EXERCISE DETAILS ▸
Write out every line below that includes the word "compass".

Dataset entries
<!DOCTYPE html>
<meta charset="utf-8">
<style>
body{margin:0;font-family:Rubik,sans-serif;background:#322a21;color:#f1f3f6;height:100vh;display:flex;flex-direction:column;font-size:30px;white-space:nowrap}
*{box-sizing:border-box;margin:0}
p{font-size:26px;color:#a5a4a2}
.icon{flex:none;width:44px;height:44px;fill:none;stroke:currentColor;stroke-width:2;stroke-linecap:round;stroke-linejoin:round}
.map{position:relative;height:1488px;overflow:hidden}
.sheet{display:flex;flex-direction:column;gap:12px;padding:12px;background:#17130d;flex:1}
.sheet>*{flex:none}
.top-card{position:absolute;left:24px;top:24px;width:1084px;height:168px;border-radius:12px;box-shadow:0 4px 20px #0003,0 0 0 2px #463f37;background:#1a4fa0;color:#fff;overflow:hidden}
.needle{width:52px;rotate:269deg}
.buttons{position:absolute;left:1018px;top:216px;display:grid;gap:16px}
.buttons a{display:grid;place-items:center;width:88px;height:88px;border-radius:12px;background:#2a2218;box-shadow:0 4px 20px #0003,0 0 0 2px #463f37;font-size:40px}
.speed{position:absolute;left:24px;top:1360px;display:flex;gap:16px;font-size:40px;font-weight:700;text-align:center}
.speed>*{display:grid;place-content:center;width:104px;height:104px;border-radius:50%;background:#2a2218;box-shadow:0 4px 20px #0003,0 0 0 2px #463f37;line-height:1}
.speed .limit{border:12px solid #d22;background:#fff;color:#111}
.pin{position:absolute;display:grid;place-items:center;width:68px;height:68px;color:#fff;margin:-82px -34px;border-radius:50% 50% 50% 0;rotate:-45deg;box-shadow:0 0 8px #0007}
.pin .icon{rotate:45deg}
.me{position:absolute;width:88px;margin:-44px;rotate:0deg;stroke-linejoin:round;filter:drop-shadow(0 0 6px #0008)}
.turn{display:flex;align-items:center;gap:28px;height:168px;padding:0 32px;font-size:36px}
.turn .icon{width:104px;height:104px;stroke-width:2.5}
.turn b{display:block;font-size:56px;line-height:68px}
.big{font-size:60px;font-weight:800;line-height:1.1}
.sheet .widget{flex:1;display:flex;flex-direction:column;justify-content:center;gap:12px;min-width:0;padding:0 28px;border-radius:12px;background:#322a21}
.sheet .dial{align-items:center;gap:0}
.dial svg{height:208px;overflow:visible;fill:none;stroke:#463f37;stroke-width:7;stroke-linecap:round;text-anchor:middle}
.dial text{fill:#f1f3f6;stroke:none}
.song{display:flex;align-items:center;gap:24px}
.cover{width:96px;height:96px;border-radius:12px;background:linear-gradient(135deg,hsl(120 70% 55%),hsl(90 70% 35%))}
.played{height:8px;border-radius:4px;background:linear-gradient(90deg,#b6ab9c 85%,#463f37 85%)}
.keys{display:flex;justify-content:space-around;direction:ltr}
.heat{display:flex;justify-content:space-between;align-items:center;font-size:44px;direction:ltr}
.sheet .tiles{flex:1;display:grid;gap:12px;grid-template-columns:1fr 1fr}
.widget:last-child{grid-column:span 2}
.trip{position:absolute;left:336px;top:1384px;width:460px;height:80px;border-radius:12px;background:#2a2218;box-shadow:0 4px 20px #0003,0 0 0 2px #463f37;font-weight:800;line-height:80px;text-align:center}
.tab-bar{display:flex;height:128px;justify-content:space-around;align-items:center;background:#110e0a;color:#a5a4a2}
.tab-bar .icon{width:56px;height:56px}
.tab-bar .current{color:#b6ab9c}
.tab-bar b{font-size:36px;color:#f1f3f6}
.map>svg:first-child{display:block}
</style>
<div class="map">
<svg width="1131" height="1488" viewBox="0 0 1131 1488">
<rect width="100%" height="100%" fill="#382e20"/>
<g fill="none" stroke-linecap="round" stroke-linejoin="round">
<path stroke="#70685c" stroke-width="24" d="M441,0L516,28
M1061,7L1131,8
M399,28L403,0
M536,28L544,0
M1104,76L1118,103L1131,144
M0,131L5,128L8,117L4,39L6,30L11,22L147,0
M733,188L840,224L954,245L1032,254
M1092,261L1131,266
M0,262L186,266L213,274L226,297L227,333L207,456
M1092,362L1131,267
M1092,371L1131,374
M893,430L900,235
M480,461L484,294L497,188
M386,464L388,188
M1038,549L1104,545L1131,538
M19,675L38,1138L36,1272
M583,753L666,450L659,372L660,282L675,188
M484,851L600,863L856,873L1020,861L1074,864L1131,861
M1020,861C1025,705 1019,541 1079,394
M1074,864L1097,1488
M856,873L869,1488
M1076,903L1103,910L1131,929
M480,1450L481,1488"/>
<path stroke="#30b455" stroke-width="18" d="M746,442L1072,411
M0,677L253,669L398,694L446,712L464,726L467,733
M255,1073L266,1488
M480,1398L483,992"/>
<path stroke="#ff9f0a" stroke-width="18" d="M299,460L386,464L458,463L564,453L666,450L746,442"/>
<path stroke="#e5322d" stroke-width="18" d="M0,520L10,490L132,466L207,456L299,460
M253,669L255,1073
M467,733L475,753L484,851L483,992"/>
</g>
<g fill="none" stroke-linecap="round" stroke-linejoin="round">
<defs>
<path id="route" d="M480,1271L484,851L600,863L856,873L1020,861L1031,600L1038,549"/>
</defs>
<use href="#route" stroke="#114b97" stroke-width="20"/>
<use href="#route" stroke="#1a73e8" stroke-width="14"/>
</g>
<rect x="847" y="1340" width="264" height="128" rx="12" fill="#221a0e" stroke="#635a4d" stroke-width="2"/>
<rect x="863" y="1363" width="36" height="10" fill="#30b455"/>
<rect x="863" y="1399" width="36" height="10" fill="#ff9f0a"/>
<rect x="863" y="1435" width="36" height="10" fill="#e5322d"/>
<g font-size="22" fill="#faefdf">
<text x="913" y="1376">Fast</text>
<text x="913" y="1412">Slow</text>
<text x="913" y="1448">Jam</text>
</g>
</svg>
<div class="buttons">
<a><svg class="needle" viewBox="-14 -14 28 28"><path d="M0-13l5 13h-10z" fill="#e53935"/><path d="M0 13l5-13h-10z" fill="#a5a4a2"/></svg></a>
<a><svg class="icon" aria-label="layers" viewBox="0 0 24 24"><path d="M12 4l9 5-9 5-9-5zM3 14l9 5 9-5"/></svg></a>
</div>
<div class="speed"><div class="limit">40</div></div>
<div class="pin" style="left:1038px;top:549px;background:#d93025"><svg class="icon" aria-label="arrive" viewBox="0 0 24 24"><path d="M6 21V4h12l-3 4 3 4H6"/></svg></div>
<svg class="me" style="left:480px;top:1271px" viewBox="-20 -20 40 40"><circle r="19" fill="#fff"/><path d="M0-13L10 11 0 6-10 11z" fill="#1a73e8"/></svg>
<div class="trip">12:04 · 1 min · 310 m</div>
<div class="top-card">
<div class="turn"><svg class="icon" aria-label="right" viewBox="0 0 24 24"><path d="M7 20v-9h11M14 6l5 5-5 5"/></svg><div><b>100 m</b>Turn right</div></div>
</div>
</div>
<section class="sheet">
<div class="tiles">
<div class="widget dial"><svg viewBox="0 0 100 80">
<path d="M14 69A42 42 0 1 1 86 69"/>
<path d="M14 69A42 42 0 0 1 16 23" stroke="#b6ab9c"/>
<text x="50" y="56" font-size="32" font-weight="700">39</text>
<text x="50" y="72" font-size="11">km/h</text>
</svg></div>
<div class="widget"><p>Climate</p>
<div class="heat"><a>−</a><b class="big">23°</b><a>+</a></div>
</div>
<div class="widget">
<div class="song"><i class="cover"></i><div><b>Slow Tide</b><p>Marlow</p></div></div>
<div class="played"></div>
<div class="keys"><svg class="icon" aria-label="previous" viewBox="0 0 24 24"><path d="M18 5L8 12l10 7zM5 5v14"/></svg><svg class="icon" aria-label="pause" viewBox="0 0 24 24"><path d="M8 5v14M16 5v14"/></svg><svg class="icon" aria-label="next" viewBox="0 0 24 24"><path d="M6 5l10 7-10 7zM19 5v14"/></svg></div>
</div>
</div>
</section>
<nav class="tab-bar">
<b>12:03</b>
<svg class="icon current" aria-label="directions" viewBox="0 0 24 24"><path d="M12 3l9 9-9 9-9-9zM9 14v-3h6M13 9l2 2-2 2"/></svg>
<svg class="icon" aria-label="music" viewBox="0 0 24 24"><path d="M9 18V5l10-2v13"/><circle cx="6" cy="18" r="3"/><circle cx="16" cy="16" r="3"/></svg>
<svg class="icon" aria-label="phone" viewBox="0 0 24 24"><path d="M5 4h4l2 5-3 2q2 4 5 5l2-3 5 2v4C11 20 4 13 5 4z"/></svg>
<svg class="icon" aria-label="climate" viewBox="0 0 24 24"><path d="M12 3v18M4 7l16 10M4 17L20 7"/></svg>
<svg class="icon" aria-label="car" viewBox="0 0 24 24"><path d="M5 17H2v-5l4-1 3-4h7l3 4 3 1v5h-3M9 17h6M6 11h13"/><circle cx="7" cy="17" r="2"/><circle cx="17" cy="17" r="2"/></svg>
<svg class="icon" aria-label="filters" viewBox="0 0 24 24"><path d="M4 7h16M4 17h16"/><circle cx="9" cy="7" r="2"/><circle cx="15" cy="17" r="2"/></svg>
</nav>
==
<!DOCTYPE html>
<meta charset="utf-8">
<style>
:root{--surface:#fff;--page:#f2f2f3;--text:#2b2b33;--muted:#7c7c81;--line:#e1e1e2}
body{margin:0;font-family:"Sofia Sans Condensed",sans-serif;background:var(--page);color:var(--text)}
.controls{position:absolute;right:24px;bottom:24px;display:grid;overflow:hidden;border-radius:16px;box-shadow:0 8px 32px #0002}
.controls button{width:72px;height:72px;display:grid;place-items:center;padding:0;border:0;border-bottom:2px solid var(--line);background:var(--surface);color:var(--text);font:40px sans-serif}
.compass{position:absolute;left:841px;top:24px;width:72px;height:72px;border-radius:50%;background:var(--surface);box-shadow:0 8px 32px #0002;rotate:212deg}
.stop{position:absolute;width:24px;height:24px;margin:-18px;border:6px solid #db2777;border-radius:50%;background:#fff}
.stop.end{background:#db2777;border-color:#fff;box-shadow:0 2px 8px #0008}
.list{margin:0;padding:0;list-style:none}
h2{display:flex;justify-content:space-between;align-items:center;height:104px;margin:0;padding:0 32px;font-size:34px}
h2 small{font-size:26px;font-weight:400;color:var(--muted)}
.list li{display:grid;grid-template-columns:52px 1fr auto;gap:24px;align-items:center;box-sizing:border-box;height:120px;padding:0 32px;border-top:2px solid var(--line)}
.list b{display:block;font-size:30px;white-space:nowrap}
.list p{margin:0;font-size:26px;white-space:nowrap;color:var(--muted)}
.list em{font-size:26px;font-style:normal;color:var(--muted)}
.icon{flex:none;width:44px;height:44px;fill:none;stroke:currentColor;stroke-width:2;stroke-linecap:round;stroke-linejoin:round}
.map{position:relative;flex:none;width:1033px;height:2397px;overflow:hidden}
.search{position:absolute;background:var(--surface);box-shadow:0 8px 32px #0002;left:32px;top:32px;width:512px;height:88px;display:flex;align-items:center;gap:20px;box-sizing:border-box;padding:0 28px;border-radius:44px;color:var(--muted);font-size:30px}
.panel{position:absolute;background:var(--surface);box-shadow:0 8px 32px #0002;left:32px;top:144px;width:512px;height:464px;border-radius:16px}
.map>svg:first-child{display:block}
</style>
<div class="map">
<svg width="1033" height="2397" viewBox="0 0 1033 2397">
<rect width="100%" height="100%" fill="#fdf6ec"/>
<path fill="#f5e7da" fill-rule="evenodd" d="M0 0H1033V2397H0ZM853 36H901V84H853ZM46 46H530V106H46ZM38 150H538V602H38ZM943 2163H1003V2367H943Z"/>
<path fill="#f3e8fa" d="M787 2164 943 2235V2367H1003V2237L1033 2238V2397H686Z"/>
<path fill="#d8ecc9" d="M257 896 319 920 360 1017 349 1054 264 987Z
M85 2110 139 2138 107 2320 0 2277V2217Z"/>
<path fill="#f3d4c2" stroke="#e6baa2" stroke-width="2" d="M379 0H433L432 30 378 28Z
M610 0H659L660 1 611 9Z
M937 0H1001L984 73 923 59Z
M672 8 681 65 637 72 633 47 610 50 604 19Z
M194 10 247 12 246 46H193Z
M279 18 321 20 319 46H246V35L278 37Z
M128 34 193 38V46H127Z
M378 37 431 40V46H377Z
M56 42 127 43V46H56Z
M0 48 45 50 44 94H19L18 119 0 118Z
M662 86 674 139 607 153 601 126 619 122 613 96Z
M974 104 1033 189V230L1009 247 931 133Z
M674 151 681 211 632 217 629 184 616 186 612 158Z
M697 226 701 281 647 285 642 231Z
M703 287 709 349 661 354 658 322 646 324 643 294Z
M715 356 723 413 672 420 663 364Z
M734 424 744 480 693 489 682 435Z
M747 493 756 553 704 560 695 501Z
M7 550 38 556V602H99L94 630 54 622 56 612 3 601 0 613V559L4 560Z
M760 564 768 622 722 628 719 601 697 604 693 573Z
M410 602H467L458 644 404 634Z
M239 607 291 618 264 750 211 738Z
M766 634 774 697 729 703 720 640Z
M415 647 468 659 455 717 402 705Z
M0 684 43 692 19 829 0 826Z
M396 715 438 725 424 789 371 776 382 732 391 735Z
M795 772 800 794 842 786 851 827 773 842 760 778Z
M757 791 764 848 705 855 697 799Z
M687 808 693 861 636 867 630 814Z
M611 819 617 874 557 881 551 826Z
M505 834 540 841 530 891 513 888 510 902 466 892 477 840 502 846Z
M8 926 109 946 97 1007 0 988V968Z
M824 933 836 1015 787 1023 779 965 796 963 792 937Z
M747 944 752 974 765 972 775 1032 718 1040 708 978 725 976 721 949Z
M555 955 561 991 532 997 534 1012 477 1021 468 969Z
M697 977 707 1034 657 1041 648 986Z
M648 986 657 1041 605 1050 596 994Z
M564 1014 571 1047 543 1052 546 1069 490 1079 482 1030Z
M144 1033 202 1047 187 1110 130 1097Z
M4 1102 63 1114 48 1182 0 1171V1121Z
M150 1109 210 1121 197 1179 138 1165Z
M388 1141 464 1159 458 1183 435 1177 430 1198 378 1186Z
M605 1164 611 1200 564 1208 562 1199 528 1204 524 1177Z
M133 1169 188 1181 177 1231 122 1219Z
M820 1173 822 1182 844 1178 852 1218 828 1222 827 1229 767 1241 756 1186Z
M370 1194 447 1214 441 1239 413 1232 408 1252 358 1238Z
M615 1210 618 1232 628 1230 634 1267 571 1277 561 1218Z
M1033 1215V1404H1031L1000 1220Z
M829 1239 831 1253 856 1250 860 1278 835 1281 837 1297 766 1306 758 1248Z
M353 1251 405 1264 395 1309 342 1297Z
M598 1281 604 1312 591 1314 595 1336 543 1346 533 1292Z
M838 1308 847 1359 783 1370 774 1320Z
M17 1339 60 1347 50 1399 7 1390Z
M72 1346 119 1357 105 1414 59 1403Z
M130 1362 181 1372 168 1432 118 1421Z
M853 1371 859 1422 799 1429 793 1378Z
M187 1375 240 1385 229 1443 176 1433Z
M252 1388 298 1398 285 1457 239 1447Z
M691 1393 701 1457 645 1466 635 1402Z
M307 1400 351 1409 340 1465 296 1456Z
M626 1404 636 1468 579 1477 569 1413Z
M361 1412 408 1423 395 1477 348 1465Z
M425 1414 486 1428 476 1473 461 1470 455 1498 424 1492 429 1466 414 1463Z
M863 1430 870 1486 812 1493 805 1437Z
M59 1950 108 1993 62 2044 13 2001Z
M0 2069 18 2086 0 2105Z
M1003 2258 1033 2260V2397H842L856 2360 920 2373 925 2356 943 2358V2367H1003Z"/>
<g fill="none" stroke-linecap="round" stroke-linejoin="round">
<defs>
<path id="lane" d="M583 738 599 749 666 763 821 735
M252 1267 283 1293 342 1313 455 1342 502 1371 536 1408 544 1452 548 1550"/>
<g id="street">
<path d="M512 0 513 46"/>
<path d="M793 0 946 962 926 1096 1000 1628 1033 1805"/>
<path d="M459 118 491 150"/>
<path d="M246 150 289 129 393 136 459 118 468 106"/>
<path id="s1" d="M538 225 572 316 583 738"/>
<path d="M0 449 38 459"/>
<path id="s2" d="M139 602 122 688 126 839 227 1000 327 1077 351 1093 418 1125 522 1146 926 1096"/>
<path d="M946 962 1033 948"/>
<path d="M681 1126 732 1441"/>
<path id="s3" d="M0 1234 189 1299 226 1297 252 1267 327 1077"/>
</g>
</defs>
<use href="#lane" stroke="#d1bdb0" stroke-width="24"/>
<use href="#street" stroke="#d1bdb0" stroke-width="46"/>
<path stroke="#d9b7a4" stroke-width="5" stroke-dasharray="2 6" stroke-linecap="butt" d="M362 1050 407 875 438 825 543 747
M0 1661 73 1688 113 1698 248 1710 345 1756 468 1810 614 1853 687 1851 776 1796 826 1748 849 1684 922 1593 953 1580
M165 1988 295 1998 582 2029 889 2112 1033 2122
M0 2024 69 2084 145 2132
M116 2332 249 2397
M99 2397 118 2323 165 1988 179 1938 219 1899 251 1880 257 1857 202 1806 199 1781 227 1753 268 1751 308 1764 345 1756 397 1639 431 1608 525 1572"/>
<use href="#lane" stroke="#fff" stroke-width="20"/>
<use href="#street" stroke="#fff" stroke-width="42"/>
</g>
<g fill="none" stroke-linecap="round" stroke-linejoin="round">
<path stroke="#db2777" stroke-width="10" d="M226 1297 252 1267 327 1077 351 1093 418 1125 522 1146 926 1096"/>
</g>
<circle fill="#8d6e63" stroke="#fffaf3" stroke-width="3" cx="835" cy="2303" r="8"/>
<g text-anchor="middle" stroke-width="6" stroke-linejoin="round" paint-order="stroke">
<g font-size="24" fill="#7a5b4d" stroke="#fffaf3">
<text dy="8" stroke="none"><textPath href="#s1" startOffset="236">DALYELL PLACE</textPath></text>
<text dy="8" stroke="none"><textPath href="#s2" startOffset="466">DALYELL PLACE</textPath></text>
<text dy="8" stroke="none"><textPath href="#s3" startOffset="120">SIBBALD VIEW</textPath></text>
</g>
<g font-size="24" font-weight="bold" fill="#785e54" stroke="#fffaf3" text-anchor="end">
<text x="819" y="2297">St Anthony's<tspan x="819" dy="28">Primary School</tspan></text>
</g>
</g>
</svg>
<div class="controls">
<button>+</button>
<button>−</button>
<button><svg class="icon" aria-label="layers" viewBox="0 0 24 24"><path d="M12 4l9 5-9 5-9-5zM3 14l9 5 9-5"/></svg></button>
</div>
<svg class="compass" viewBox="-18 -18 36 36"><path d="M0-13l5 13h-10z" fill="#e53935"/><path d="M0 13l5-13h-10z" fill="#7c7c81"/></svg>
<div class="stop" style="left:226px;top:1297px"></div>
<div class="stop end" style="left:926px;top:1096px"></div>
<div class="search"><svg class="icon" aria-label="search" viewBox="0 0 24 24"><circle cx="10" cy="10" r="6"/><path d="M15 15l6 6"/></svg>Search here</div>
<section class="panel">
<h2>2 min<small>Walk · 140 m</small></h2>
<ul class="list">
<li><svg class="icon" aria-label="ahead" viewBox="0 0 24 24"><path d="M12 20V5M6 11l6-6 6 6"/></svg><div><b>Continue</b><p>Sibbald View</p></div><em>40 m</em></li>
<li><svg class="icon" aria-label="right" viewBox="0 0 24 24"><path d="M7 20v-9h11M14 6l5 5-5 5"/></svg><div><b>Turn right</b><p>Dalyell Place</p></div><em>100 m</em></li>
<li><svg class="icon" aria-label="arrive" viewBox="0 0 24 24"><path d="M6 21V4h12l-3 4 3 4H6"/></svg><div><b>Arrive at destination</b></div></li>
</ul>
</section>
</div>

TASK RESPONSE ▸
.compass{position:absolute;left:841px;top:24px;width:72px;height:72px;border-radius:50%;background:var(--surface);box-shadow:0 8px 32px #0002;rotate:212deg}
<svg class="compass" viewBox="-18 -18 36 36"><path d="M0-13l5 13h-10z" fill="#e53935"/><path d="M0 13l5-13h-10z" fill="#7c7c81"/></svg>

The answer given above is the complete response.